### Required work
For the word "tools", state how many lines below contain it. Give no other text.

### Dataset extract
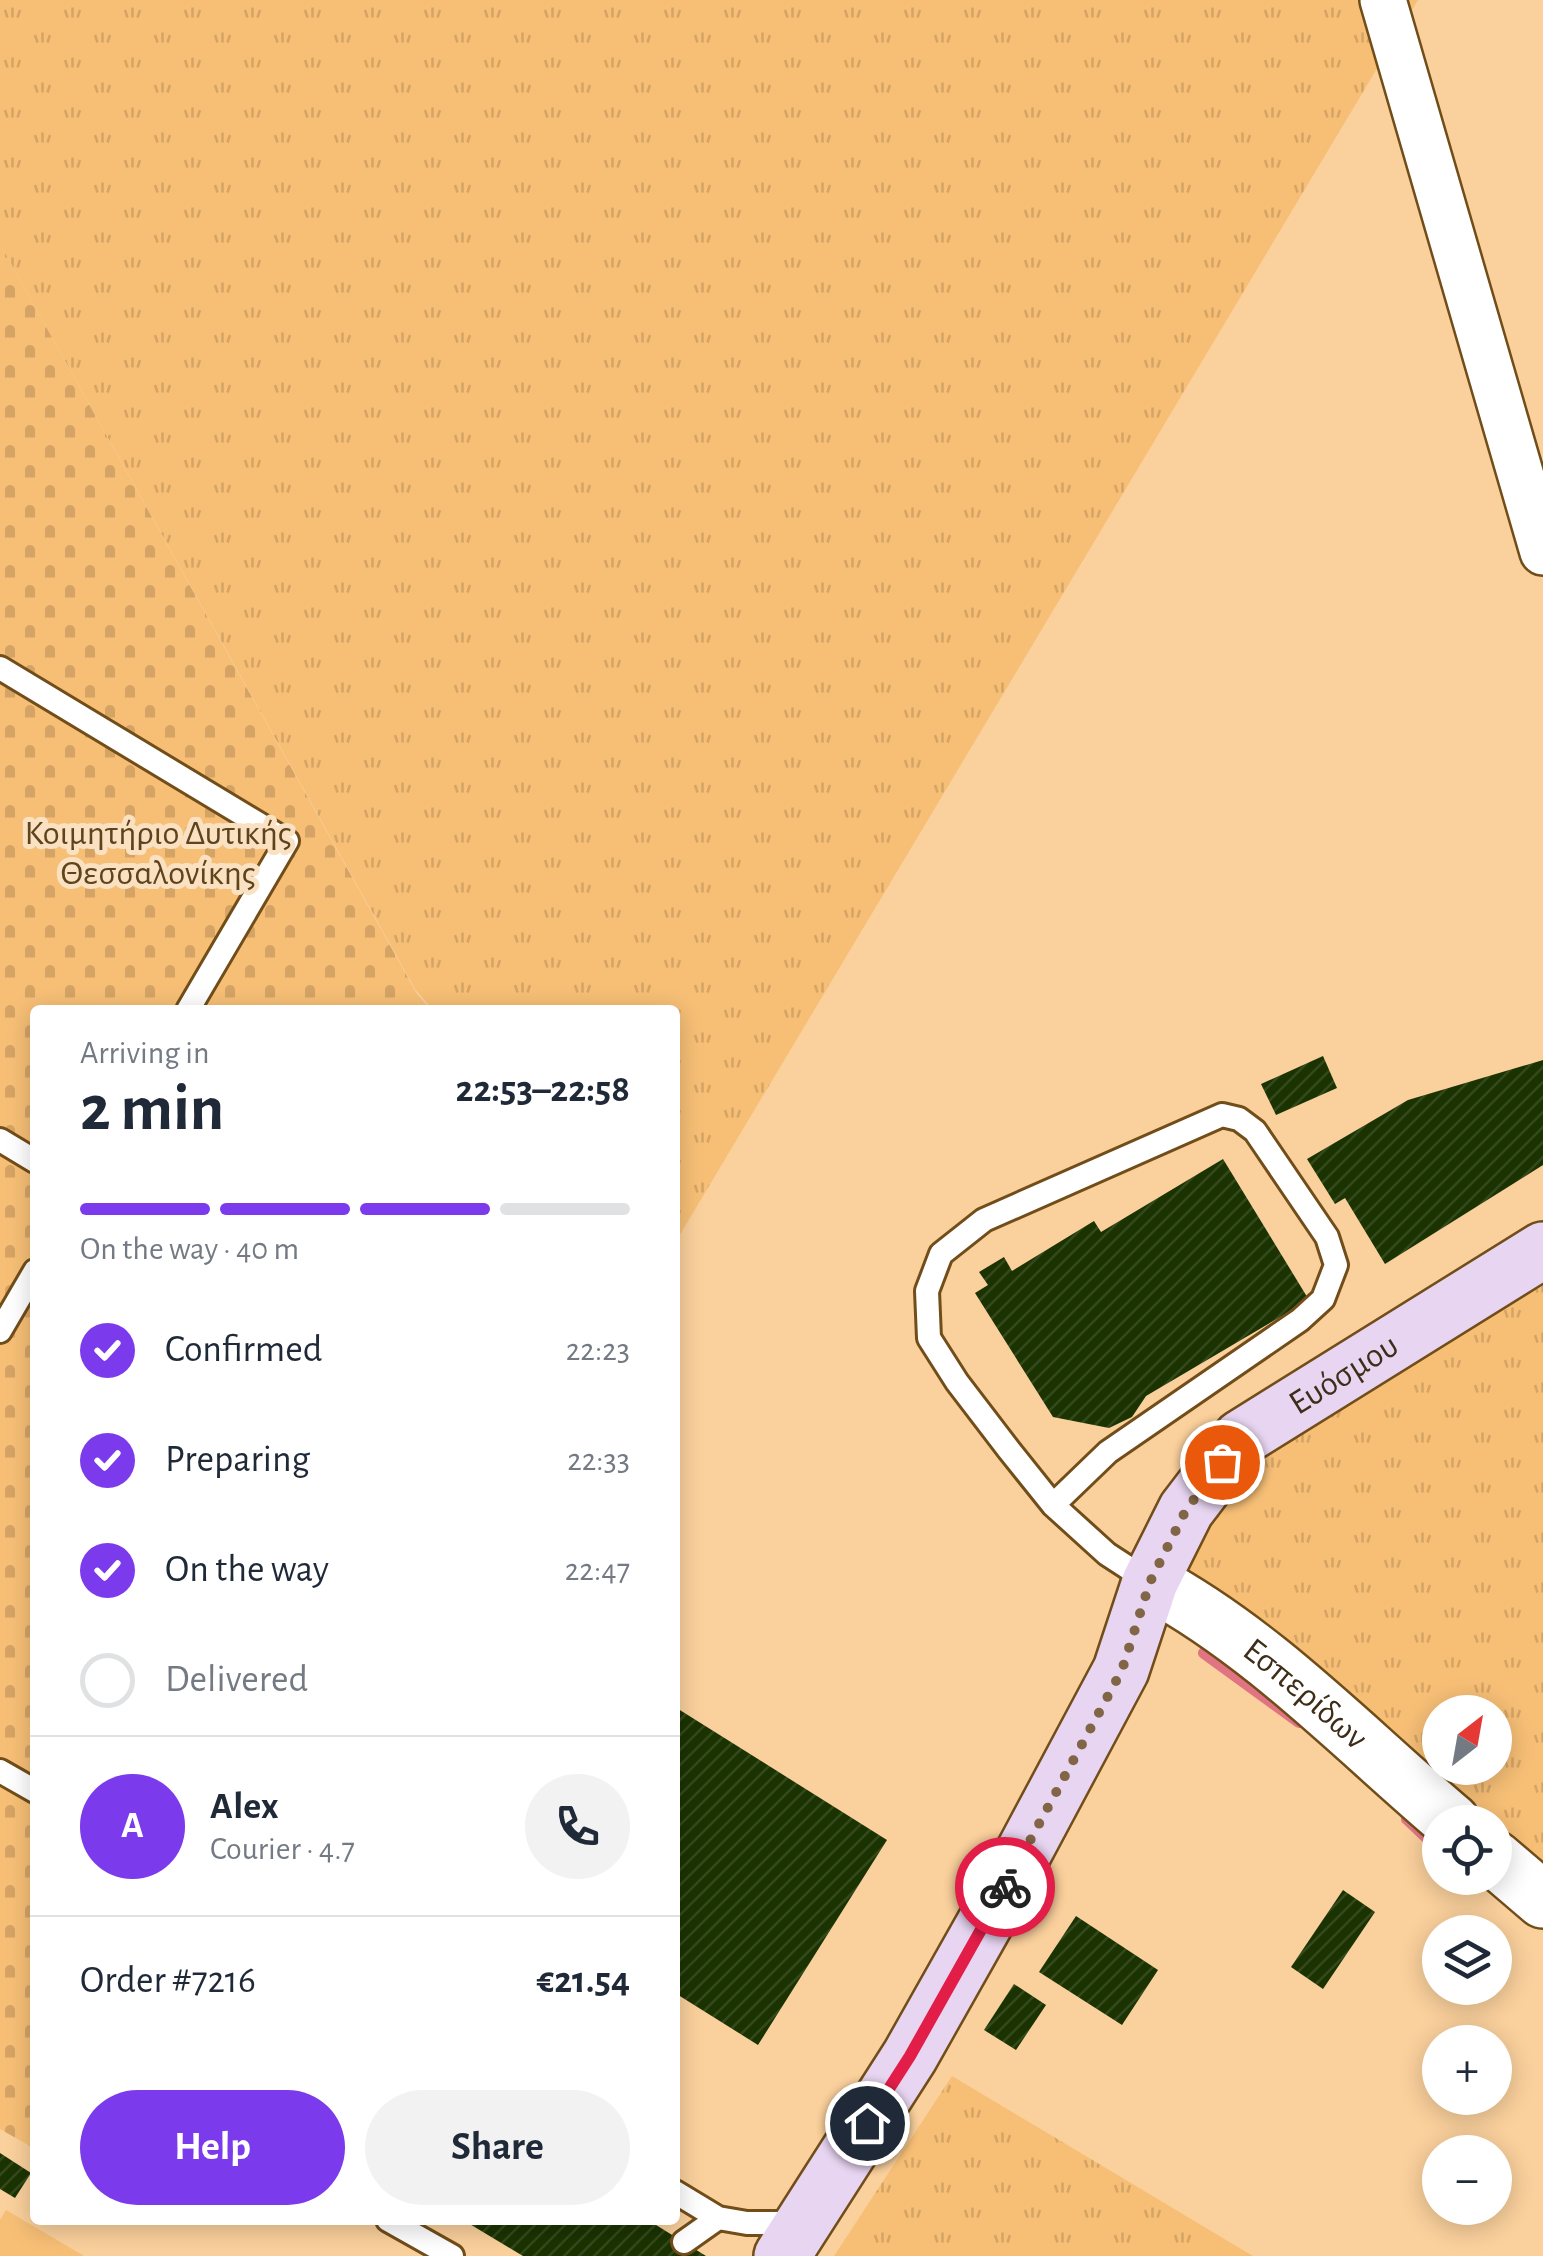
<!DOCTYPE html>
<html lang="en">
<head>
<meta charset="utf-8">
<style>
  :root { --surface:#fff; --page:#f2f2f3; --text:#1f2937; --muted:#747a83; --line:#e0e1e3; --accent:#7c3aed }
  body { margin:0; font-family:"Alegreya Sans",sans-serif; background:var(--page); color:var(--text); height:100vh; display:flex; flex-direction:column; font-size:38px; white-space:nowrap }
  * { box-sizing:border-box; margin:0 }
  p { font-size:32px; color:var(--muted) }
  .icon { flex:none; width:55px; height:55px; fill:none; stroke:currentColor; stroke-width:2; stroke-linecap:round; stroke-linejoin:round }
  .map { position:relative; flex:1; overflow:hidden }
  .sheet { position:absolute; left:30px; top:1005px; width:650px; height:1220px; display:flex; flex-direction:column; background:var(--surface); border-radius:10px; box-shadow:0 5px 25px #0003 }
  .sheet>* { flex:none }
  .needle { width:65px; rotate:31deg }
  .tools { position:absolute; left:1422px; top:1695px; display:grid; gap:20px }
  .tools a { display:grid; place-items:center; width:90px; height:90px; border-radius:50%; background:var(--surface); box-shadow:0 5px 25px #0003; font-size:50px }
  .pin { position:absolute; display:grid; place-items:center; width:85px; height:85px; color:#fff; margin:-42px; border:5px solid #fff; border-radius:50%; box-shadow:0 2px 10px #0007 }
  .courier { position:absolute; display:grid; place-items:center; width:100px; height:100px; margin:-50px; border:8px solid #e11d48; border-radius:50%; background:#fff; color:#222; box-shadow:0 2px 12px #0007 }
  .overview em { font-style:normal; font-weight:700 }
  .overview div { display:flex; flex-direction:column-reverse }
  .overview { display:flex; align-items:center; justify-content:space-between; height:170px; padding:0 50px }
  h1 { font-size:65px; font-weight:700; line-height:75px }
  .bar { display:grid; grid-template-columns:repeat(4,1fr); gap:15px 10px; align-content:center; height:120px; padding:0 50px }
  .bar i { height:12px; border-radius:8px; background:var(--line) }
  .bar .current { background:var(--accent) }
  .bar p { grid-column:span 4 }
  .line { display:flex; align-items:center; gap:25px; padding:0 50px; border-top:2px solid var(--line) }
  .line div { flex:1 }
  .round { display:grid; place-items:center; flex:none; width:105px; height:105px; border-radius:52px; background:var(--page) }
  ol { padding:0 50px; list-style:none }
  li { display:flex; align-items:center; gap:30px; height:110px }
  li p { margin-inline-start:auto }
  li .icon { padding:10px; border-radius:50%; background:var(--accent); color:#fff; stroke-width:4 }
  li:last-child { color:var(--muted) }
  li i { width:55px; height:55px; border:5px solid var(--line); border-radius:50% }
  .cta { display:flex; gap:20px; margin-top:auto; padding:20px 50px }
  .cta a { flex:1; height:115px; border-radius:60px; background:var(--accent); color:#fff; font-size:40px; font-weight:700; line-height:115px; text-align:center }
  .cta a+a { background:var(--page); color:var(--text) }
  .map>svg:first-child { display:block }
  .grass { fill:url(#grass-tufts); fill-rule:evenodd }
  .cemetery { fill:url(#cemetery-stones) }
  .garden { fill:#f7bf76 }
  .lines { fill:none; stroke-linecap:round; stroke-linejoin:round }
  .stream { stroke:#e07483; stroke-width:12 }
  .building { fill:url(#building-hatch) }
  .service-casing { stroke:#714d19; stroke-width:28 }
  .minor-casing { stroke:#714d19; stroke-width:50 }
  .tertiary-casing { stroke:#714d19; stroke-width:60 }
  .secondary-casing { stroke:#714d19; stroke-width:60 }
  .service { stroke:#fff; stroke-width:22 }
  .minor { stroke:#fff; stroke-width:45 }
  .tertiary { stroke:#fff; stroke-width:55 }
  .secondary { stroke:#e8d5f2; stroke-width:55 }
  .done { stroke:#806646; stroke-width:10; stroke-dasharray:0 18 }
  .route { stroke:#e11d48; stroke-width:12 }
  .labels { text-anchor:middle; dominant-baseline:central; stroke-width:10; stroke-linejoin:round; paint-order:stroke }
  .park-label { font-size:35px; fill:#5f431d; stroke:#fae1c2 }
  .street-label { font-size:35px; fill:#3e2d18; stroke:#fae1c2 }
</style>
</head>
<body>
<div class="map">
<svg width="1543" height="2256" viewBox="0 0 1543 2256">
  <defs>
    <pattern id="grass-tufts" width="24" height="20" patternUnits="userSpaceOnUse" patternTransform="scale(2.5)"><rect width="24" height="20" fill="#f7bf76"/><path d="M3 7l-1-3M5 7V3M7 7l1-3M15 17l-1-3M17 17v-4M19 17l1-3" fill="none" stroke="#d5a465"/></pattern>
    <pattern id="cemetery-stones" width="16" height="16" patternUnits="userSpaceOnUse" patternTransform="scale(2.5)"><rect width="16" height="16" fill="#f7bf76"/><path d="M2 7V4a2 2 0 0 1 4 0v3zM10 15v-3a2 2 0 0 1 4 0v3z" fill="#d5a465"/></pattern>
    <pattern id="building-hatch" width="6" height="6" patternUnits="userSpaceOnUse" patternTransform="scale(2.5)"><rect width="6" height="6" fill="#1b3301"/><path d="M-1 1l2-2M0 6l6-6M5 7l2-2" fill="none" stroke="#34481d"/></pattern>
  </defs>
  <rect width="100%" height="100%" fill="#fad09c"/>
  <!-- grass -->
  <path class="grass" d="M0,0H1418L675,1243V1010H433L415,989L0,244Z
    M1543,1251V1869L1495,1827V1822H1489L1231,1599L1175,1564L1241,1438ZM1440,1712H1495V1768H1440Z
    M952,2076L1253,2256H834Z"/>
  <!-- cemetery -->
  <path class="cemetery" d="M0,244L417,994L431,1010H35V2149L0,2129Z"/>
  <!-- garden -->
  <path class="garden" d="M6,2210L84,2256H0V2220Z"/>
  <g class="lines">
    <!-- stream -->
    <path class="stream" d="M1204,1653L1299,1722
      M1407,1819L1440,1850"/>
  </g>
  <!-- building -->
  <path class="building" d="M1323,1056L1337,1088L1276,1115L1261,1084Z
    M1543,1060V1165L1385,1264L1345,1198L1335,1204L1307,1159L1408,1100Z
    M1223,1159L1309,1300L1146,1396L1132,1417L1109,1428L1053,1417L975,1293L988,1285L979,1272L1004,1257L1012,1271L1094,1221L1101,1232Z
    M675,1707L887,1840L758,2045L675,1993Z
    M1343,1890L1375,1912L1323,1989L1291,1967Z
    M1076,1916L1158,1970L1122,2025L1039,1972Z
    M1014,1984L1046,2005L1016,2050L984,2030Z
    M0,2153L31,2173L15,2198L0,2189Z
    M463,2220H648L706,2256H523Z"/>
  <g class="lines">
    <!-- service casing -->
    <g class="service-casing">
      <path id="service" d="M0,668L287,841L188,1010
        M0,1140L35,1161
        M0,1331L35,1271
        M1053,1505L1108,1452L1300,1320L1323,1299L1336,1265L1327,1237L1255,1131L1239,1119L1222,1115L984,1220L941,1254L927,1291L929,1338L957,1382L1009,1450L1053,1505L1107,1554L1150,1582
        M0,1771L35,1791
        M675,2192L718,2218L747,2223H799
        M388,2220L452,2256
        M684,2242L718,2218"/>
    </g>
    <!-- minor casing -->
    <g class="minor-casing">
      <path id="minor" d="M1383,0L1543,552"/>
    </g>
    <!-- tertiary casing -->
    <g class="tertiary-casing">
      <g id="tertiary">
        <path id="s1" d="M1150,1582C1264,1643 1354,1739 1452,1822"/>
        <path d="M1495,1859L1543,1900"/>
      </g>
    </g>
    <!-- secondary casing -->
    <g class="secondary-casing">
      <g id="secondary">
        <path id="s2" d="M782,2256L910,2056L1002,1893L1121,1670L1150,1582L1186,1510L1241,1438L1543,1250"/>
      </g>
    </g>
    <!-- service -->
    <use href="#service" class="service"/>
    <!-- minor -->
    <use href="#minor" class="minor"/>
    <!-- tertiary -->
    <use href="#tertiary" class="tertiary"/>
    <!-- secondary -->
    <use href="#secondary" class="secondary"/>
  </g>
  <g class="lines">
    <!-- done -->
    <path class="done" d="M1005,1887L1122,1670L1150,1582L1186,1510L1222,1462"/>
    <!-- route -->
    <path class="route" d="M867,2123L910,2056L1005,1887"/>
  </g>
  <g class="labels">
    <!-- park labels -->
    <g class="park-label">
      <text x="158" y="833">Κοιμητήριο Δυτικής<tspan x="158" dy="40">Θεσσαλονίκης</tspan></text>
    </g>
    <!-- street labels -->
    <g class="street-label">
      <text stroke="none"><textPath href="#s2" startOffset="1062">Ευόσμου</textPath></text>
      <text stroke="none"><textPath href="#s1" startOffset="192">Εσπερίδων</textPath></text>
    </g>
  </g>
</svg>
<div class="tools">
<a><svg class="needle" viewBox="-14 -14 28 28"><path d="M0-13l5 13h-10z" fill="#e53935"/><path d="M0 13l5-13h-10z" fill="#747a83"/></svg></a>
<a><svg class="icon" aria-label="locate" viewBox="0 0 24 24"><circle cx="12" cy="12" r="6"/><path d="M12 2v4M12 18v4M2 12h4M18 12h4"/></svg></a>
<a><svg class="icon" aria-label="layers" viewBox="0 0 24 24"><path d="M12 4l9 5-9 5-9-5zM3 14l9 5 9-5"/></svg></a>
<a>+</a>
<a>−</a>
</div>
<div class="pin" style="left:1222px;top:1462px;background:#ea580c"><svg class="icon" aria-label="bag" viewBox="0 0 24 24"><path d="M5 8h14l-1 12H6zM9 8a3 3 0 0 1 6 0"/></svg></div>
<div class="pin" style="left:867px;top:2123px;background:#1f2937"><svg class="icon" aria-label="home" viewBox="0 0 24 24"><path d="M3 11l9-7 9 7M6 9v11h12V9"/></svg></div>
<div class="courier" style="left:1005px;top:1887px"><svg class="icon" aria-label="bike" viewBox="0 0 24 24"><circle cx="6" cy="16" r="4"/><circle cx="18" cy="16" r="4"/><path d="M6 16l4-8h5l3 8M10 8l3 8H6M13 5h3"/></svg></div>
<section class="sheet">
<div class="overview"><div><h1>2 min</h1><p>Arriving in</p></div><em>22:53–22:58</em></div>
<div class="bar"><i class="current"></i><i class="current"></i><i class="current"></i><i></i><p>On the way · 40 m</p></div>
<ol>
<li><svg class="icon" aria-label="check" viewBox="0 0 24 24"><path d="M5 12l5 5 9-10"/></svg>Confirmed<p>22:23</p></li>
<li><svg class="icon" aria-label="check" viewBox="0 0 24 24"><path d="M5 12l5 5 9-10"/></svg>Preparing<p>22:33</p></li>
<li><svg class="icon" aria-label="check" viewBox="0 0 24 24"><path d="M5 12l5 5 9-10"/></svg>On the way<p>22:47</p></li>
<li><i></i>Delivered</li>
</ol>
<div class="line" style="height:180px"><b class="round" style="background:var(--accent);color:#fff">A</b><div><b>Alex</b><p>Courier · 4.7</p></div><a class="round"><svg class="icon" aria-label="phone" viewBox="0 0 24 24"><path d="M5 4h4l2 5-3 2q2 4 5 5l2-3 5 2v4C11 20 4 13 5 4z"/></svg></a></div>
<div class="line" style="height:130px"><div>Order #7216</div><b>€21.54</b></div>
<div class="cta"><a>Help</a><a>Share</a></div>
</section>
</div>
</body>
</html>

### Output for this task
3